I live there and I have just extended my contract. It is a very nice building, and it is from Damac, so quality is above average. The pool is very nice. The gym is not good enough but you can sign up the fitness in Almas Tower, right next to it. And it is right next to JLT metro. 

If you have any specific questions, you are welcome.


----------



## DkyDky (Feb 11, 2013)

nathanalgren said:


> I live there and I have just extended my contract. It is a very nice building, and it is from Damac, so quality is above average. The pool is very nice. The gym is not good enough but you can sign up the fitness in Almas Tower, right next to it. And it is right next to JLT metro.
> 
> If you have any specific questions, you are welcome.


Thanks for your reply!

How does the gym/pool access system work? Are you allowed to bring family and friends?

I have read about high chiller fees in JLT. What size is your apartment and what's the average fee per month for you?


----------



## Guest (Sep 26, 2013)

DkyDky said:


> Thanks for your reply!
> 
> How does the gym/pool access system work? Are you allowed to bring family and friends?
> 
> I have read about high chiller fees in JLT. What size is your apartment and what's the average fee per month for you?

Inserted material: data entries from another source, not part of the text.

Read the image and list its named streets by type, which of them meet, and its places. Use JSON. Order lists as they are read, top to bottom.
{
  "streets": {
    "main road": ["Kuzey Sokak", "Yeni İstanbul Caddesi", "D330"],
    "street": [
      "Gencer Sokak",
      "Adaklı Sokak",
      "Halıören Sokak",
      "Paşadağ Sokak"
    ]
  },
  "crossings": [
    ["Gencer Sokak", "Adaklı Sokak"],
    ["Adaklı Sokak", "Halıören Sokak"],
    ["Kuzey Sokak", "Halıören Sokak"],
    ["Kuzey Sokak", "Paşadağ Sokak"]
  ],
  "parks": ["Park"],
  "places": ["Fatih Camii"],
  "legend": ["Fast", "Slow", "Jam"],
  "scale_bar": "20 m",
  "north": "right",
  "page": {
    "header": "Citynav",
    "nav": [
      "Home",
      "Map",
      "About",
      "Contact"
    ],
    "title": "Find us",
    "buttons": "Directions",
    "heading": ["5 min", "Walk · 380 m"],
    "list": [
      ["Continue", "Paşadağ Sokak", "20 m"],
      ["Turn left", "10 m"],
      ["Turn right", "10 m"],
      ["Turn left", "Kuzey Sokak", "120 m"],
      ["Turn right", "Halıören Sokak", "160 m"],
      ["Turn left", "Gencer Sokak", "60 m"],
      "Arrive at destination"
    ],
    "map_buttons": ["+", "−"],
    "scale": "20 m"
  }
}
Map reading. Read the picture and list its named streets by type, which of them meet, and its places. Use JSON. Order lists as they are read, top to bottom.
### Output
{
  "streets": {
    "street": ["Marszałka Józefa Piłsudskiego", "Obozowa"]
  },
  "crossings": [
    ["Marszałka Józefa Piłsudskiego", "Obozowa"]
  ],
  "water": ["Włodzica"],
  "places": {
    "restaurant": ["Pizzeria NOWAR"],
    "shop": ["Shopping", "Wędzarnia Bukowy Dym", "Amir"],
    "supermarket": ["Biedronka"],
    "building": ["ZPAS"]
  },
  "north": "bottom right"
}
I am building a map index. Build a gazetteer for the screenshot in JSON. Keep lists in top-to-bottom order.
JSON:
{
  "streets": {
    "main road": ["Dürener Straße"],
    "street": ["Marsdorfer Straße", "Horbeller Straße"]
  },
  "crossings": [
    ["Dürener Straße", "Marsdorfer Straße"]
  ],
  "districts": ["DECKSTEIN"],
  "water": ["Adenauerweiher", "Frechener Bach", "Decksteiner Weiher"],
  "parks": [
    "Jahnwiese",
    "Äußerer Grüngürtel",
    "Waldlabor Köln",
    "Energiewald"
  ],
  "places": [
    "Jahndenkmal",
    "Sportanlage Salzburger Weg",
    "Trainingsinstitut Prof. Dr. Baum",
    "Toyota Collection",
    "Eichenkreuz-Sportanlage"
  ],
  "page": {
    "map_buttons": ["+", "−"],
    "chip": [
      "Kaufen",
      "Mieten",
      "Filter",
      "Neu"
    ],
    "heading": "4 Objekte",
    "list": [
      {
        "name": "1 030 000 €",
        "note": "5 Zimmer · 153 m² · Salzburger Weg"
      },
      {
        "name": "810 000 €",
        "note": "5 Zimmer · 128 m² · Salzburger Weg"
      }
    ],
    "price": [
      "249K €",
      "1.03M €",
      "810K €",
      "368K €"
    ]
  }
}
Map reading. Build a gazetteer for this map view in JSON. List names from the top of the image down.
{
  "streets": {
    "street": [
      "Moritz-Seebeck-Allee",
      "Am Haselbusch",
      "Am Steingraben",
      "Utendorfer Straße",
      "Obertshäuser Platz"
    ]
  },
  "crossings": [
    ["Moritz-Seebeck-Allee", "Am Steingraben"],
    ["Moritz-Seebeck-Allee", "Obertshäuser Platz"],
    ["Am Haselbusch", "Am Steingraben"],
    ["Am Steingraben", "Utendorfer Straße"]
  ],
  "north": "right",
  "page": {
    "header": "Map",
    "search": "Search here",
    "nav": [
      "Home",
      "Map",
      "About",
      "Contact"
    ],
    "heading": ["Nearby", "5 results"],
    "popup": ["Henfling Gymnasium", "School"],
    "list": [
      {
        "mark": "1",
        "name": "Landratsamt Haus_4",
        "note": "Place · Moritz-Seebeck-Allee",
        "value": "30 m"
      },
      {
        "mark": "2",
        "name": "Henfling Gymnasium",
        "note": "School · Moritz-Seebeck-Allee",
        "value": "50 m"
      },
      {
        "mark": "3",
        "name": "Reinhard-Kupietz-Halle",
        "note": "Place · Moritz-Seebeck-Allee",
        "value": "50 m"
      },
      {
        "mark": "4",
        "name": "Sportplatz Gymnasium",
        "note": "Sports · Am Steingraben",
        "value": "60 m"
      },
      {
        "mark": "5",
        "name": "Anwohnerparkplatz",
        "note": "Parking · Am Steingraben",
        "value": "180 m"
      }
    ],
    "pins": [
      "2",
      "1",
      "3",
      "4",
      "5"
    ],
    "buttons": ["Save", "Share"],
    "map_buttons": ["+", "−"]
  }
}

They will give you 2 access cards and you or anyone can use the facilities with the access cards, ie if you are with them or you leave your access card to your friend or family member, they would have no problem using gym or pool. 

I have a studio, I pay around 300AED in summer and 80-90AEDd in winter months to Palm Utilities.


----------



## Zaleha (Sep 26, 2013)

I have a studio, I pay around 300AED in summer and 80-90AEDd in winter months to Palm Utilities.[/QUOTE]

While I'm still waiting to see if I get my job offer, I've been browsing buildings in the Marina (phew, there are tons !) and I think I've decided on Lake Terrace as well (should all else go well)...and the studios look affordable & nice.

On the bills; you mentioned chiller fees -- do you think you could tell me what your other monthly utilities come up to ? I guess it'd be internet, water (?), phone, cable TV ?

Cheers


----------



## Guest (Sep 29, 2013)

Zaleha said:


> While I'm still waiting to see if I get my job offer, I've been browsing buildings in the Marina (phew, there are tons !) and I think I've decided on Lake Terrace as well (should all else go well)...and the studios look affordable & nice.
> 
> On the bills; you mentioned chiller fees -- do you think you could tell me what your other monthly utilities come up to ? I guess it'd be internet, water (?), phone, cable TV ?
> 
> Cheers


Ah you want too much 

Internet (16mbit DU) around 320 AED with home line and no TV channels (as I have other subscriptions online for international and home channels, which is why I got 16mbit)

DEWA (that is water and electricity) I have no idea, I had problems with it and never got billed. But it should be around 100-200 AED max without housing fee.


----------



## Zaleha (Sep 26, 2013)

nathanalgren said:


> Ah you want too much
> 
> Internet (16mbit DU) around 320 AED with home line and no TV channels (as I have other subscriptions online for international and home channels, which is why I got 16mbit)
> 
> DEWA (that is water and electricity) I have no idea, I had problems with it and never got billed. But it should be around 100-200 AED max without housing fee.


I know, I can be very demanding 

Thanks for this info, very helpful !


----------



## meenal2701 (Apr 13, 2016)

i have recently taken up an appartment in lake terrace. can any one tell me where can i apply for chiller also how do i check if the earlier tenant has any dues?

Thanks in advance


----------